When I decided to not become a parent, I was instantly attacked for my decision. I was told that it was my duty as a woman to give birth, and it was inhumane of me to lack the desire for children. I began to doubt my worth as a woman. I was unfairly labeled as non-nurturing. And almost convinced that being childless would render me unable to sympathize or have compassion for others. After evaluating my character, I have rejected these false claims.
Things that qualify me as a nurturer:
- I care for others. I want everyone to win, prosper, and succeed. My heart’s desire is for everyone to be the best them possible. But I will not carry the problems, responsibilities, or life of another human. I feel each person is responsible for their own life choices and happiness. My Lorrieism is the Quicksand Approach. I suggest that individuals move through life at a steady pace. When you feel like your feet are slipping (caught in quicksand), fall backwards.Falling backwards will allow you to free yourself and fully recover. If you are standing and sinking, make slow steady moves backwards while raising your hands. Do not struggle in one place because you will get stuck. And as a last resort float, breathe, and see your way to safety. If your hands are up, I will throw you a lifeline, give advice, and assist you out of situations.
- I am an encourager. Encouragement is powerful.It provokes others to commit, take a stance, and move towards a decision. I welcome the mission of encouraging others with words of affirmation, and kind deeds. Far too often we think of encouragers from a positive perspective; but encouragement also has a negative side. When encouraging, I do not partake in pity parties, self-blame, or enable failure. The tough lover in me will confront to the point of anger. But when a goal is achieved, I will be right there to celebrate.
- I am compassionate. I am no stranger to suffering. Honestly, I am more familiar with suffering and surviving than love. I recognize hidden pain, and long for broken people to become whole. But I am not drawn in by sob stories with no suggested solutions. I will not be emotionally lured in and drained by dead end situations. I am strong!
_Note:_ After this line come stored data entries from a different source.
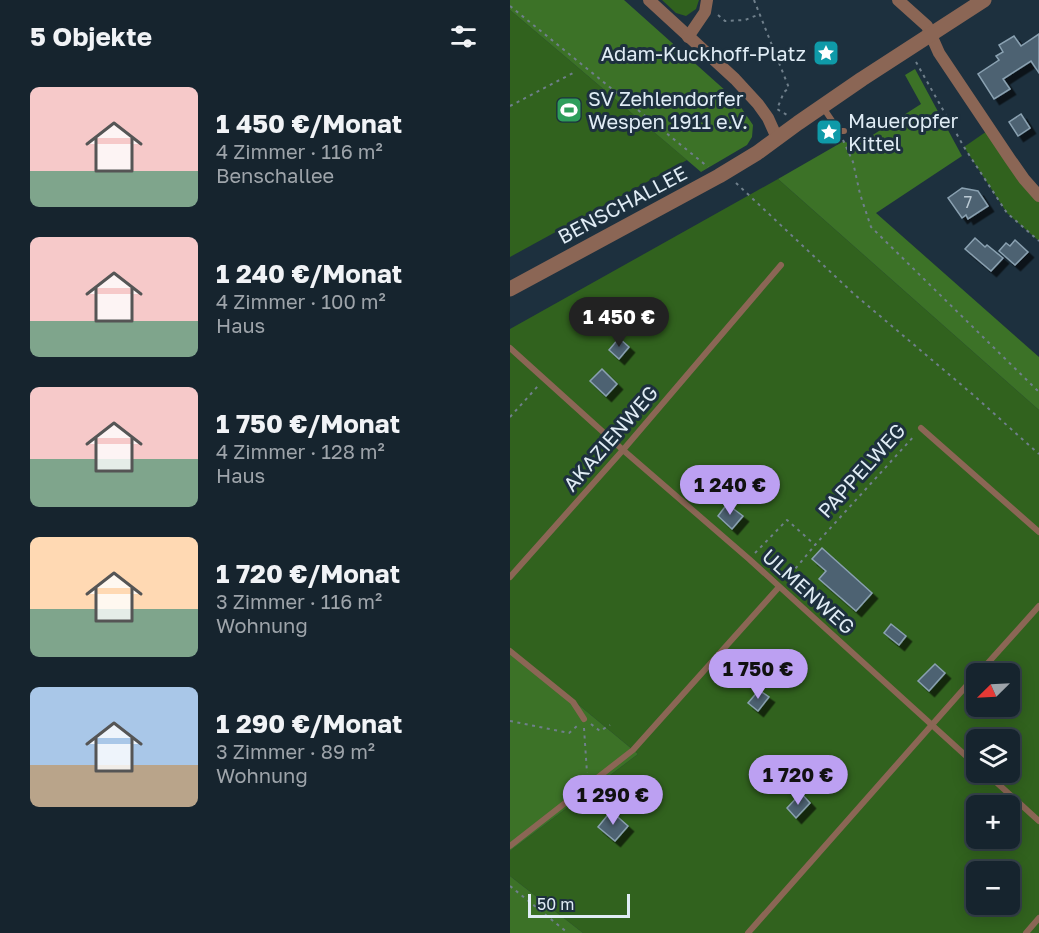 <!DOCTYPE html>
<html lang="de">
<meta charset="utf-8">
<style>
:root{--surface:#16242e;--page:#1f2c36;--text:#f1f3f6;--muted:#9ea4aa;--line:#35414a;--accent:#bca0f2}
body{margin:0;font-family:"Golos Text",sans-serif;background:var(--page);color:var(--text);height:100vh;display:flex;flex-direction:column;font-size:22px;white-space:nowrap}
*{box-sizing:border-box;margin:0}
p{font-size:20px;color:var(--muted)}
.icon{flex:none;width:33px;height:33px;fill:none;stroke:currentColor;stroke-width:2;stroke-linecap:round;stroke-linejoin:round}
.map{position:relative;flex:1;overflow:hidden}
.sheet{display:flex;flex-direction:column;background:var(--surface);width:510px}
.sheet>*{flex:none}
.needle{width:39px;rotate:246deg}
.fabs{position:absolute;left:456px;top:663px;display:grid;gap:12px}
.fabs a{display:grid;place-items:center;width:54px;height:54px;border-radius:9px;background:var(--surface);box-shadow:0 3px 15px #0003,0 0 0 2px var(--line);font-size:30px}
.scale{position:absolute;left:18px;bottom:15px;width:102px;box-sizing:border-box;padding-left:6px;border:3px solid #e0ecf5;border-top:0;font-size:16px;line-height:21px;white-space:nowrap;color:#e0ecf5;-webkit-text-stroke:4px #1d303e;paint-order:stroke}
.price{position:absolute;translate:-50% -51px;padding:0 14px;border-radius:21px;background:var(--accent);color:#111;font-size:20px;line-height:39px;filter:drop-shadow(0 2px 3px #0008)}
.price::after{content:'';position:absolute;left:50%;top:36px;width:18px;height:14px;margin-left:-9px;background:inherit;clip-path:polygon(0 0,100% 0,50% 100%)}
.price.on{background:#222;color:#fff}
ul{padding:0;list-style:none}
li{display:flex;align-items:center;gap:18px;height:150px;padding:0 30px}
li span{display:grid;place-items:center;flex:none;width:168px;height:120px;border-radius:9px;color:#555}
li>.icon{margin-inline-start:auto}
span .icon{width:72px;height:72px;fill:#fffc;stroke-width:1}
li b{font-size:26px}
h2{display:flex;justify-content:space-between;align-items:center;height:72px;padding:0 30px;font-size:26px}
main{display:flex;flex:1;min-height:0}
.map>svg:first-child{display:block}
</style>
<main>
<section class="sheet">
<h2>5 Objekte<svg class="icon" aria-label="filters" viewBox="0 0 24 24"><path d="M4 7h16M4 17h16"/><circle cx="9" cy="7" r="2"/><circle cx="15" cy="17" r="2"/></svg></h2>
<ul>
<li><span style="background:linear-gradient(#f6c9c9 70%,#7fa58c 0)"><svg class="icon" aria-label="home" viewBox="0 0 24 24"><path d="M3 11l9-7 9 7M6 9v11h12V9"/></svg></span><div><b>1 450 €/Monat</b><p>4 Zimmer · 116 m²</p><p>Benschallee</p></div></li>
<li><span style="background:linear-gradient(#f6c9c9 70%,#7fa58c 0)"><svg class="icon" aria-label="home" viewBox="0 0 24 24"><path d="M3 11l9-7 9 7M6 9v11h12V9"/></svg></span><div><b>1 240 €/Monat</b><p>4 Zimmer · 100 m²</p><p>Haus</p></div></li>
<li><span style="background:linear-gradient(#f6c9c9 60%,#7fa58c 0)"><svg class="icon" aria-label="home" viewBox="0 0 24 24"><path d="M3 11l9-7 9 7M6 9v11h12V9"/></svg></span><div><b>1 750 €/Monat</b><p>4 Zimmer · 128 m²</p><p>Haus</p></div></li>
<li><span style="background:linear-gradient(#ffd9b3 60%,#7fa58c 0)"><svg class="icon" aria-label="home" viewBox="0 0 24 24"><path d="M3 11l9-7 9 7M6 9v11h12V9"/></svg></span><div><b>1 720 €/Monat</b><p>3 Zimmer · 116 m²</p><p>Wohnung</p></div></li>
<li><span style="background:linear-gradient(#a9c7e8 65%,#b9a48a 0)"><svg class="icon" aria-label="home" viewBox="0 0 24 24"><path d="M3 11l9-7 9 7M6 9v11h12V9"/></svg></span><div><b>1 290 €/Monat</b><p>3 Zimmer · 89 m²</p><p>Wohnung</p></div></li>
</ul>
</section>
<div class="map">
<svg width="529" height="933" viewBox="0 0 529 933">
<defs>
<filter id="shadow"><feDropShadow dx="5.5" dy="5.5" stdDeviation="0" flood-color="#0009"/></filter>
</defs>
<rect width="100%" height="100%" fill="#1d303e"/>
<!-- green -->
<g fill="#31621e" fill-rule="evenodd">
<polygon points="152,0 189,0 186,9 176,16 166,13"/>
<polygon points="0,10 58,59 177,160 0,257"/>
<polygon points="480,129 529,196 529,241 497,213 454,147"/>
<path d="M 268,179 L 529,410 L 529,933 L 73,933 L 0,876 L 0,851 L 128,754 L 0,648 L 0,329 ZM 466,674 L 500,674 L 500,706 L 466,706 ZM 466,740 L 500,740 L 500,772 L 466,772 ZM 466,806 L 500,806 L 500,838 L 466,838 ZM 466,872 L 500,872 L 500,904 L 466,904 Z"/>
</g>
<!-- forest -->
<g fill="#3c7227">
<polygon points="0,0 114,0 226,100 243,125 242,137 237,145 191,172 58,59 0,10"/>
<polygon points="405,69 452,156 366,213 529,357 529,410 268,179 334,141 344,147 411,104 395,75"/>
<polygon points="0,648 128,754 0,851"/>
<polygon points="0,876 73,933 0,933"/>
</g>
<!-- building -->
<g fill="#4d6272" stroke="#8aa1b1" stroke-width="1.5" filter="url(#shadow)">
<polygon points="529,34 529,73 521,61 493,79 500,89 484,99 468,74 489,60 486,56 493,52 489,45 504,36 511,46"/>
<polygon points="511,114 520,128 508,136 499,122"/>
<polygon points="452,188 468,191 478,206 458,219 456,215 452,218 438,198"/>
<polygon points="465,238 475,247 477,245 493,258 481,271 455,249"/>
<polygon points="505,240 518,252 505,265 489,251 496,243 500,246"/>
<polygon points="109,338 119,347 109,359 99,350"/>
<polygon points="92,369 107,384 96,396 80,381"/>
<polygon points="217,504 233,516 222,529 208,516"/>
<polygon points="312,548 362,593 346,611 309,579 316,571 302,559"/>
<polygon points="381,624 396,636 389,645 374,633"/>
<polygon points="425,664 435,673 419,691 408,681"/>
<polygon points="249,690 259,697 248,711 238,703"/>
<polygon points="291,793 300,803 286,818 277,808"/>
<polygon points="101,811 118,826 105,841 88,827"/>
</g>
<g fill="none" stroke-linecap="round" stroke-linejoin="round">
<!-- path -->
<g stroke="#6f7f8b" stroke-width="2" stroke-dasharray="3 4.5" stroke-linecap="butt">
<polyline points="244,0 279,88 274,92 267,109 277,115"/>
<polyline points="0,6 198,167"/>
<polyline points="208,15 215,21 235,20 250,14"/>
<polyline points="406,62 454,147 497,213 529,241"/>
<polyline points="0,106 63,73"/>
<polyline points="333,140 343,162 350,194 361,227 529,392"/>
<polyline points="226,183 344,294 461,393 529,454"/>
<polyline points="0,417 28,386"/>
<polyline points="245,553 277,520 305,545 405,435"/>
<polyline points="276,580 305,545"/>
<polyline points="0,721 59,733 68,725"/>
<polyline points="81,724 90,731 100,725"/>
<polyline points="74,728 77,773"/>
<polyline points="0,886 58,933"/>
</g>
<!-- service -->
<g stroke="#8b6655" stroke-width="6">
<polyline points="312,106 329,131 334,131"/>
<polyline points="0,348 113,450 239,559 466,765"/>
<polyline points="411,428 529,532"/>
<polyline points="0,577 113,450 271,265"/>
<polyline points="0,651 63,702 74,719"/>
<polyline points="468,674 529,606"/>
<polyline points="475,772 529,821"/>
<polyline points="0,846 123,750 269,587"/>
<polyline points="238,933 466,675"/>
<polyline points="516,933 529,918"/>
</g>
<!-- minor -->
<g stroke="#8b6655" stroke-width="12">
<polyline points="139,0 225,79 248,104 258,118 267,138"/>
<polyline points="388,0 417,26 429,53 500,159 514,179 529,196"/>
<polyline points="178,37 195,12 197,0"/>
</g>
<!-- tertiary -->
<polyline stroke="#8b6655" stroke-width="15" points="0,289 209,176 247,153 288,123 352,79 474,0"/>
</g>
<!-- icons -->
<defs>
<g id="sight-square" transform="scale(1.35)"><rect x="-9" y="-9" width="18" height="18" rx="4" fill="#0f9aa8" stroke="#1d303e"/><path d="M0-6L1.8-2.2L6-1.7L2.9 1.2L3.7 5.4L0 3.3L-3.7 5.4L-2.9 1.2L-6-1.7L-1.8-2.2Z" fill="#fff"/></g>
<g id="stadium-square" transform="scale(1.35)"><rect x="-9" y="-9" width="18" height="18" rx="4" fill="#2e9e5b" stroke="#1d303e"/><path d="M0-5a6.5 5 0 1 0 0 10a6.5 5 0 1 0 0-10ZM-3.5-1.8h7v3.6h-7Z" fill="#fff"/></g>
</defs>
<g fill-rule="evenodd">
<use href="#sight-square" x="316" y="53"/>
<use href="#stadium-square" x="59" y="110"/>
<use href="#sight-square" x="319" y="132"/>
</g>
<g text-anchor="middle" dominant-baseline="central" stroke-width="6" stroke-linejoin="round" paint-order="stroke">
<!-- number labels -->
<g font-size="16" fill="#bbcad4">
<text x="458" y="202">7</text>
</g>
<!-- poi labels -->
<g font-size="20" fill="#e0ecf5" stroke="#1d303e" text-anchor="start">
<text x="296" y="53" text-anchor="end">Adam-Kuckhoff-Platz</text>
<text x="78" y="98">SV Zehlendorfer<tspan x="78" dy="23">Wespen 1911 e.V.</tspan></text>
<text x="338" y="120">Maueropfer<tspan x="338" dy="23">Kittel</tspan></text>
</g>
<!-- street labels -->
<g font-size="20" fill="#e0ecf5" stroke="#1d303e">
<text transform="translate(112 204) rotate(-28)">BENSCHALLEE</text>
<text transform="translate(100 438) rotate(-49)">AKAZIENWEG</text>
<text transform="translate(351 470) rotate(-48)">PAPPELWEG</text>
<text transform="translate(299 591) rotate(42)">ULMENWEG</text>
</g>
</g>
</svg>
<div class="fabs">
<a><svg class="needle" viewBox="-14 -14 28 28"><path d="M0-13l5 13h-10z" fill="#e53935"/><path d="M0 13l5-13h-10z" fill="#9ea4aa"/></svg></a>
<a><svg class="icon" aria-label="layers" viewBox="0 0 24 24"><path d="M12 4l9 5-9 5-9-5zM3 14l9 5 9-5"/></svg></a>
<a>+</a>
<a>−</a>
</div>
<div class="scale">50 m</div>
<b class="price on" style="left:109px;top:348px">1 450 €</b>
<b class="price" style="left:220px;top:516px">1 240 €</b>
<b class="price" style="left:248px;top:700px">1 750 €</b>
<b class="price" style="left:288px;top:806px">1 720 €</b>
<b class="price" style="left:103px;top:826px">1 290 €</b>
</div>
</main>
And I will assist with looking beyond the failures of life towards overcoming. But if you simply want a listening ear, you must talk to someone else.
- I am a giver. Solicitors dream of me. I give from my heart, and it is a joy. Although I give, it is not merely because I was asked; it is because I recognize a need. I am not a bank, and my money does not grow on trees- I earn it. Being that I earn it, I also choose how to disperse it. I will not repeatedly supply the needs of others. And I do not support luxuries. Luxuries are extras, and if you cannot maintain the lifestyle desired financial adjustments and/or discipline is needed.
- I forgive. My heart has been broken, and I have been disappointed. Yet, I choose to live in forgiveness. I have learned that an unforgiving heart causes personal affliction and self- destruction. Although I forgive, I will end a toxic relationship. My Lorrieism is that forgiveness is detaching from a toxic relationship by attaching to freedom.
I have never cared for what others think of me, but I almost sipped the poison about not being a nurturer. Choosing not to parent did not disqualify as nurturer, it provided me other avenues of nurturing. I am a strong, surviving, loving woman who refuses to be labeled by people who do not understand my heart or identify with my character.